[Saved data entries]
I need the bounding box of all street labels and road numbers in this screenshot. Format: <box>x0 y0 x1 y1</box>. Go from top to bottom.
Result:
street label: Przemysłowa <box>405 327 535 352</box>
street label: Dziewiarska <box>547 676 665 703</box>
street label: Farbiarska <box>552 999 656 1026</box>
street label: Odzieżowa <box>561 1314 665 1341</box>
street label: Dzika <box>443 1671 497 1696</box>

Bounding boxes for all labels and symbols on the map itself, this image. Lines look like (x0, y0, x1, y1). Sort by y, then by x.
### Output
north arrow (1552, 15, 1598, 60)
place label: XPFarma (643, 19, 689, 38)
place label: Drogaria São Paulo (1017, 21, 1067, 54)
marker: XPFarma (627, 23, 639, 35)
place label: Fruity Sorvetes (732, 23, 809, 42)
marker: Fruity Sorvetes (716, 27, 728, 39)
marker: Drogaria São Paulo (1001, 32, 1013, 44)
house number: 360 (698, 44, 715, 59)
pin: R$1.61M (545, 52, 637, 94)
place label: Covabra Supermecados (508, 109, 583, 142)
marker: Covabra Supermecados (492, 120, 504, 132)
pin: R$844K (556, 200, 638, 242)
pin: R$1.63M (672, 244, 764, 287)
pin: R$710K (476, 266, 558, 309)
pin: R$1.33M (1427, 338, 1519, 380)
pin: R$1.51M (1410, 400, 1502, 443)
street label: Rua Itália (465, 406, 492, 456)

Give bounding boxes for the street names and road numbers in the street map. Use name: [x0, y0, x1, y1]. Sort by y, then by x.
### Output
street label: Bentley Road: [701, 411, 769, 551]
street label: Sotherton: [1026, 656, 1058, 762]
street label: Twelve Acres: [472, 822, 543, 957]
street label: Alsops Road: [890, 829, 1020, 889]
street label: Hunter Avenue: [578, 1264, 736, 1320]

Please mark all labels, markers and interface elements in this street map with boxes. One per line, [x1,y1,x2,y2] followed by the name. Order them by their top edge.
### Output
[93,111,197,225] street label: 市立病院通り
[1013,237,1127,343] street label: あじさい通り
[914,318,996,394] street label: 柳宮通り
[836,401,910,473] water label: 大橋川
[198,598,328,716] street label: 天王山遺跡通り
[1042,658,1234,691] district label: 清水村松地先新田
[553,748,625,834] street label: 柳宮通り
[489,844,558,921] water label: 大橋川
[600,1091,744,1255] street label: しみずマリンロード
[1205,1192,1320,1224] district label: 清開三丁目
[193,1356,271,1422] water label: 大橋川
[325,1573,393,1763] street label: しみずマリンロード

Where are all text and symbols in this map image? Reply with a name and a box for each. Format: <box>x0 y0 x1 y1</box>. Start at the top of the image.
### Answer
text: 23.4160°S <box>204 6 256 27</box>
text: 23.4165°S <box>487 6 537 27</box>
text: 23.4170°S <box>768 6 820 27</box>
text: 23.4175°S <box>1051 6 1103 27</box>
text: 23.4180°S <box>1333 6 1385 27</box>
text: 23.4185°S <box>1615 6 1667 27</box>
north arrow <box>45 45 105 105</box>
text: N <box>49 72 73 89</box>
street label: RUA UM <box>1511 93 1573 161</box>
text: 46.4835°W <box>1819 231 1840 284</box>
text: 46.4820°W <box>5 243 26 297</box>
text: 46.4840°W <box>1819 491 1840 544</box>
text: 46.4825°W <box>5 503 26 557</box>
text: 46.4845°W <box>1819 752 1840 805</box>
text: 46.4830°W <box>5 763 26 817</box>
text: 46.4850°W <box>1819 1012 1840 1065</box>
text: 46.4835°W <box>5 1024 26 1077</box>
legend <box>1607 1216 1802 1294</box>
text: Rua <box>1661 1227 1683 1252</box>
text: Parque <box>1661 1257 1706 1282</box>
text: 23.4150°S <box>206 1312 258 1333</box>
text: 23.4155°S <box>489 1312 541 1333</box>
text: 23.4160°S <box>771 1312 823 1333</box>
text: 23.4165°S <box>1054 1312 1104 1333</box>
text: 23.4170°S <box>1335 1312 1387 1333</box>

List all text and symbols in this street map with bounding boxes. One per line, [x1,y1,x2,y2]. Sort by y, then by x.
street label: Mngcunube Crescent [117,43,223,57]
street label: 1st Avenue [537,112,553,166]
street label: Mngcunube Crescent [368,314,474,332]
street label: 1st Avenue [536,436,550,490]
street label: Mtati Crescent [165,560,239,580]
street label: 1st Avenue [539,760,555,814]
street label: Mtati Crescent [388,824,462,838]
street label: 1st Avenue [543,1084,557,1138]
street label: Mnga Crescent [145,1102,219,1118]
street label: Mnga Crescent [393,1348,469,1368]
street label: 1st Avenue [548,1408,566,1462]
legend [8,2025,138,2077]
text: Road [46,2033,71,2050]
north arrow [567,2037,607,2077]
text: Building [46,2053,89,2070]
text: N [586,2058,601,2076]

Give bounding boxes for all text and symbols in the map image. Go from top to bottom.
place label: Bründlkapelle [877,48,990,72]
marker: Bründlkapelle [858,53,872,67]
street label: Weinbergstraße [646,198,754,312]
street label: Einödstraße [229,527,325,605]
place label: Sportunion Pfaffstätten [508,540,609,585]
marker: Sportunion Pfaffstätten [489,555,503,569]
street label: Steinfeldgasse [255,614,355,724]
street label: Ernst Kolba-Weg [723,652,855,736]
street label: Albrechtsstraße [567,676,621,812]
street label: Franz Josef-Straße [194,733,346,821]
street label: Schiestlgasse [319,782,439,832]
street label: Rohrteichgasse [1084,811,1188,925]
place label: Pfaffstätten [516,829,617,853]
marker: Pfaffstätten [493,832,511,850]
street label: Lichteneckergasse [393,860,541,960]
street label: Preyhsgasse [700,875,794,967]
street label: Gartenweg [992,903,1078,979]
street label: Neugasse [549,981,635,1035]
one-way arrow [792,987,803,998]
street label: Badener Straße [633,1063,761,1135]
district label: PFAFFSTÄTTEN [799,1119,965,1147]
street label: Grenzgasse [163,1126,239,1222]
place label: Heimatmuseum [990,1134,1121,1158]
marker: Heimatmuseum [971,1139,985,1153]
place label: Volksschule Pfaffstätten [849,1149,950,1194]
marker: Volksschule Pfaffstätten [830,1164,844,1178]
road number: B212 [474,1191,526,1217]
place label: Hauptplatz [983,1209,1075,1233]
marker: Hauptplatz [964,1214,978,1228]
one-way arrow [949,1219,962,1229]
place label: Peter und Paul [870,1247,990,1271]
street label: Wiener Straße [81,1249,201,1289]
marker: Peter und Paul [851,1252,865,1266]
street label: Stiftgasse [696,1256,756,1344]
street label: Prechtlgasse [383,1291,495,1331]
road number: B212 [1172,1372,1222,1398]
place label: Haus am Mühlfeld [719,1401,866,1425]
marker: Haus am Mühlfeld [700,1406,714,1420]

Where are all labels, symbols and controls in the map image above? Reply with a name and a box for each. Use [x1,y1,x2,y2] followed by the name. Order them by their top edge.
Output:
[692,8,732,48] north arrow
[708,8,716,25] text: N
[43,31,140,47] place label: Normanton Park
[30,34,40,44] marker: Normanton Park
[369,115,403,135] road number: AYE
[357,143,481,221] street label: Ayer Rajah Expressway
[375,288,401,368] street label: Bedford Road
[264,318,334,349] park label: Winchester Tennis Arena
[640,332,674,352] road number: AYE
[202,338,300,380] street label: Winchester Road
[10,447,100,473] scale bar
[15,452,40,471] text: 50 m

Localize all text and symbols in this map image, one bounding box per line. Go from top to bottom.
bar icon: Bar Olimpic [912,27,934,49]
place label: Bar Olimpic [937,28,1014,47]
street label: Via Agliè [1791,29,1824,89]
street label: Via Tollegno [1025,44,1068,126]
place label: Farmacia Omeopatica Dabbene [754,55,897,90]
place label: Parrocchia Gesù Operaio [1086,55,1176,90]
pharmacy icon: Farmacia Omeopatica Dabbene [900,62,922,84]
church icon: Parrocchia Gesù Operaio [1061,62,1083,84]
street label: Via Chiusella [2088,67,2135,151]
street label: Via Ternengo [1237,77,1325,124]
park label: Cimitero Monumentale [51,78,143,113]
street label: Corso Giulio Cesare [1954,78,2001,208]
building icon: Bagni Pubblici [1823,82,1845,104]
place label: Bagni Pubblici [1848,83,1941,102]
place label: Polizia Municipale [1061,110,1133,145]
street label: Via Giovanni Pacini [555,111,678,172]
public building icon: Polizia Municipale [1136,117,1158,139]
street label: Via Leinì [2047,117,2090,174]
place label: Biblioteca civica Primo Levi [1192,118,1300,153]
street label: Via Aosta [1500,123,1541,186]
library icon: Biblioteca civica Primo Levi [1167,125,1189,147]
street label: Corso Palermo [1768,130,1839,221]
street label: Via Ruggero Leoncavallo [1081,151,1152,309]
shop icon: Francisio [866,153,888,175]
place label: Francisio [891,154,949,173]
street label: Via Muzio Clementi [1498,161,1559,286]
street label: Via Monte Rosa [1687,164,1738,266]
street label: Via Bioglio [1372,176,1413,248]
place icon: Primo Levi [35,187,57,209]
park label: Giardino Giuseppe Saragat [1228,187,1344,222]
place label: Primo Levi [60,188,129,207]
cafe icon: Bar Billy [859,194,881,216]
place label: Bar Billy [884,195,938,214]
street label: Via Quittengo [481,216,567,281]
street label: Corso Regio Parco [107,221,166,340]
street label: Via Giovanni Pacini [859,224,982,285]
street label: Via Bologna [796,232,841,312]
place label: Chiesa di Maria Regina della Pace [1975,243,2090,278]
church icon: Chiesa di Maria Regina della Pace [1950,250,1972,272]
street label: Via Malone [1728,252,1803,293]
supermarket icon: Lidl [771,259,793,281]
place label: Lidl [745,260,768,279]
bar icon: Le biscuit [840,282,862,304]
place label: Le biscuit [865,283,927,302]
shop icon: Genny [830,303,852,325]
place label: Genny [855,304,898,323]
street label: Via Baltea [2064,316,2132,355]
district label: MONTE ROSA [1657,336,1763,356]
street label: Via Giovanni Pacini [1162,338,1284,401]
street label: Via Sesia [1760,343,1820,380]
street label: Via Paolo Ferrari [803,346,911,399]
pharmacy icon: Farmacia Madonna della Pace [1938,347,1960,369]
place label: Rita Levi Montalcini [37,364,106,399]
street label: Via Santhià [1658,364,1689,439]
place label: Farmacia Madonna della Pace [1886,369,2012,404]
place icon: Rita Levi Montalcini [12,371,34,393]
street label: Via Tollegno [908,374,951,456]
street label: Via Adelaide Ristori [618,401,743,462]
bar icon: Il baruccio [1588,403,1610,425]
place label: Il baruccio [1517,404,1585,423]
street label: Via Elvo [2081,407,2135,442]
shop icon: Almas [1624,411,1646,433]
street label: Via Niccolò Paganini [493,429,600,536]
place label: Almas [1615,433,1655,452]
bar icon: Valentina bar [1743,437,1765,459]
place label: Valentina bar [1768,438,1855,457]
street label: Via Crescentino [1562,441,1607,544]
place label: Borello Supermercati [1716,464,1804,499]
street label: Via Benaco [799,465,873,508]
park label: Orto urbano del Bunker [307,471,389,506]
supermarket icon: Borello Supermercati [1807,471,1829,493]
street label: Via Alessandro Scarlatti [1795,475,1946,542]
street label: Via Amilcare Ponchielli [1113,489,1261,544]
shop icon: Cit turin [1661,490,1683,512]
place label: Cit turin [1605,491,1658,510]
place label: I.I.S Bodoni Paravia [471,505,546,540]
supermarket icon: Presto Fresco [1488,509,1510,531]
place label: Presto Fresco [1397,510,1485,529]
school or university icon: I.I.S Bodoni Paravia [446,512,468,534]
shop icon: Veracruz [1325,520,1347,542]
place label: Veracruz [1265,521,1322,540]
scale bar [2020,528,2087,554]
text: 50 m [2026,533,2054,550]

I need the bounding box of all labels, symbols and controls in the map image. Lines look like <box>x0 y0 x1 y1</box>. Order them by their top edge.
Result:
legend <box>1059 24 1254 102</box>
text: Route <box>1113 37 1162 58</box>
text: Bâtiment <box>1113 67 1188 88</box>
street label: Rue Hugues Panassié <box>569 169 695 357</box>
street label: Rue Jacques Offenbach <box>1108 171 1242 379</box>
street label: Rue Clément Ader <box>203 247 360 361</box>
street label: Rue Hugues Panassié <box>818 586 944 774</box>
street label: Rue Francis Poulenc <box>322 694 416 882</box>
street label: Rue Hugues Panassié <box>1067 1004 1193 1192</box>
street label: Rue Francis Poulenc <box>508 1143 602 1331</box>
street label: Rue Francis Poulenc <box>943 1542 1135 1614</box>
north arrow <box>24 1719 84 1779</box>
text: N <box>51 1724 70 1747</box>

PROBLEM STATEMENT:
Count the lines of the data that contain the string "Heimatmuseum", and reply with that number alone.

REPLY:
2